OUR THOUGHTS ON:

Obtaining Proper Documentation for Payments to Foreign Persons

International

By Cynthia Hoffman

Are you making payments to foreign persons, whether or not the person is a related party? Are you maintaining the proper documentation for U.S. withholding and reporting purposes?

Generally, a U.S. person (this includes individuals and businesses) making payments for certain income items to a foreign person is required to withhold U.S. tax on such payments and report this income and withholding to the IRS. U.S. persons need to determine their compliance with the rules by implementing procedures to track and analyze payments to foreign persons. Note that U.S. withholding requirements are now a Tier I issue for the IRS. Although IRS examination of a Tier I issue is not required by an examiner, a taxpayer should anticipate this issue to be raised under audit. For a more detailed discussion of the Tier I withholding tax issue, see this Insight dated March 10, 2010.

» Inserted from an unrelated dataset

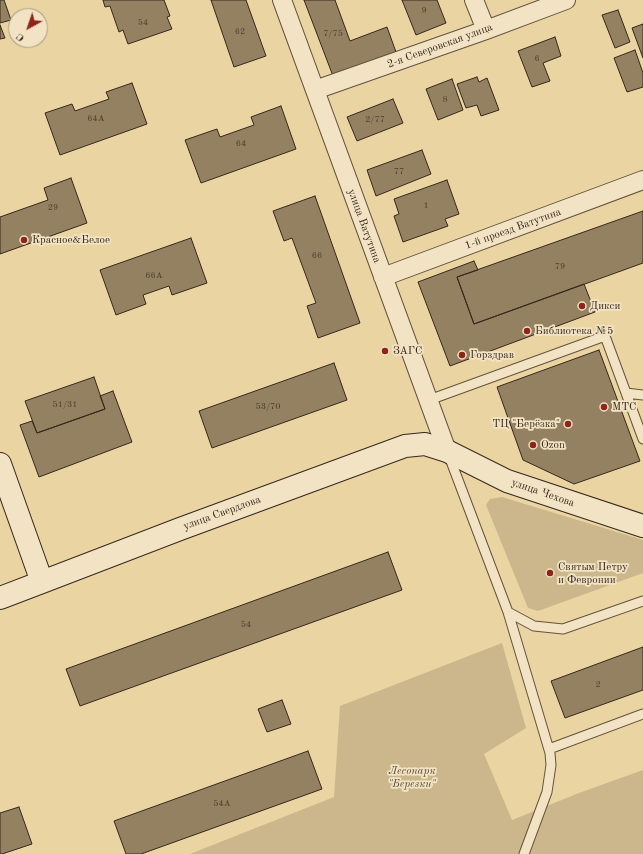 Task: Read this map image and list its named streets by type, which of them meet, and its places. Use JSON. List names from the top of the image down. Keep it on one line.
{"streets":{"street":["2-я Северовская улица","улица Ватутина","1-й проезд Ватутина","улица Чехова","улица Свердлова"]},"crossings":[["2-я Северовская улица","улица Ватутина"],["улица Ватутина","1-й проезд Ватутина"],["улица Ватутина","улица Чехова"],["улица Ватутина","улица Свердлова"],["улица Чехова","улица Свердлова"]],"parks":["Лесопарк \"Березки\""],"places":["Красное&Белое","Дикси","Библиотека №5","ЗАГС","Горздрав","МТС","ТЦ \"Берёзка\"","Ozon","Святым Петру и Февронии"],"house_numbers":["9","54","62","7/75","6","8","64А","2/77","64","77","1","29","66","79","66А","51/31","53/70","54","2","54А"],"north":"bottom left"}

A payment is subject to non-resident withholding if it is from sources within the U.S. and it is either fixed or determinable annual or periodical income (“FDAP”), or a gain from the disposition of timber, coal and iron ore, or from the sale of certain intangible property. Examples of these types of payments include, but are not limited to, interest, dividends, rents, royalties and the performance of services in the U.S.

The general U.S. income tax withholding rate for payments to foreign persons is 30%. This rate may be reduced, to zero in some cases, pursuant to an income tax treaty or a Code section that exempts the payment from tax.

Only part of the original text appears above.